Her best friend Laura is still a reporter and works at the Baltimore Star-News. When the features editor, Jack DePaul, asks Laura if she knows any single women, Laura thinks of her friend Annie and badgers her until she consents to the "date." DePaul is also divorced and has just ended a love affair with another editor at the paper.

To no one's surprise, sparks fly and Jack begins to court Annie through emails. An editor usually doesn't get to write much, so Jack pours a lot of creativity into his correspondence, starting with rewriting a trip Annie had taken to Spain with her former husband.

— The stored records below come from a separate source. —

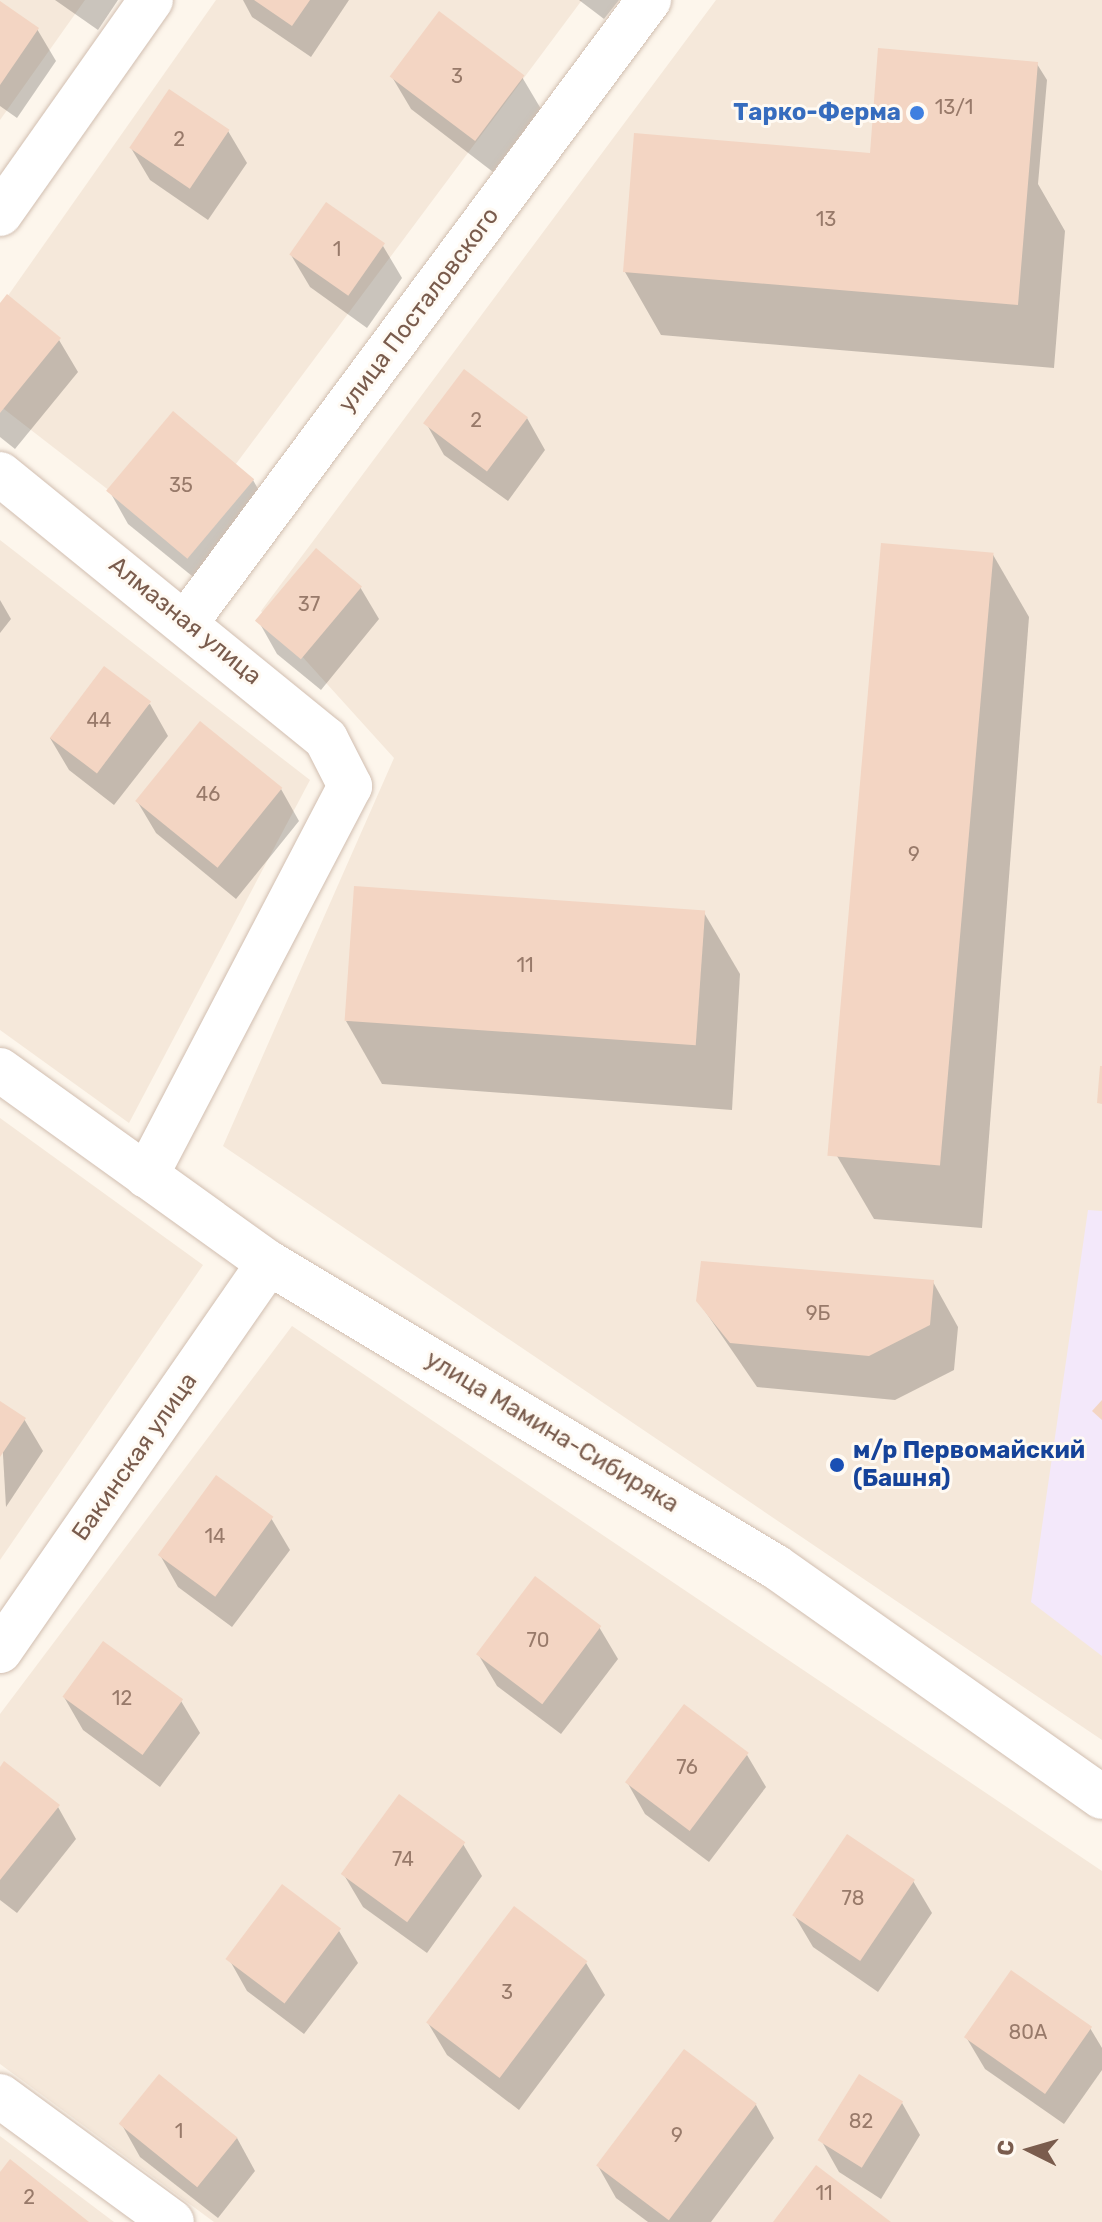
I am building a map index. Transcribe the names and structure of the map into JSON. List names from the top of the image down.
{
  "streets": {
    "street": [
      "улица Посталовского",
      "Алмазная улица",
      "улица Мамина-Сибиряка",
      "Бакинская улица"
    ]
  },
  "crossings": [
    ["улица Посталовского", "Алмазная улица"],
    ["Алмазная улица", "улица Мамина-Сибиряка"],
    ["улица Мамина-Сибиряка", "Бакинская улица"]
  ],
  "places": ["Тарко-Ферма", "м/р Первомайский (Башня)"],
  "house_numbers": [
    "3",
    "13/1",
    "2",
    "13",
    "1",
    "2",
    "35",
    "37",
    "44",
    "46",
    "9",
    "11",
    "9Б",
    "14",
    "70",
    "12",
    "76",
    "74",
    "78",
    "3",
    "80А",
    "82",
    "1",
    "9",
    "11",
    "2"
  ],
  "north": "left"
}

Of course, just when it looks like our middle-aged Romeo and Juliet are going to live happily ever after, along come complications in the form of Jack's former lover and a secret Annie has been trying to hide.

Thief of Words is partly based on the real-life romance of former Charlotte Observer reporter Jody Jaffe and her husband John Muncie. (Thus the John Jaffe pseudonym.) Both divorced, they were "fixed up" on a blind date by a mutual friend. Muncie did indeed court Jaffe through letters and emails. Together they came up with the concept of "rewriting" parts of the past.

Jody Jaffe explains, "It evolved from the emails we sent each other. John sent me the Spain email and I told him it was as if the first trip to Spain (with husband number one) never happened, that when I think of Spain, I think of our trip with the flamenco dancer.

"We saw this rewriting-your-past notion as the perfect healing agent for anyone who has events in their lives they'd like to rewrite," she adds.

Too much explanation about the "thief" involved here could give away too much of the plot and its complications. Let's just say the Thief of Words isn't just one person in the book; but a main plot twist involves a story that one of the Star-News reporters is working on concerning a reporter at the Pittsburgh paper who was caught after plagiarizing a story.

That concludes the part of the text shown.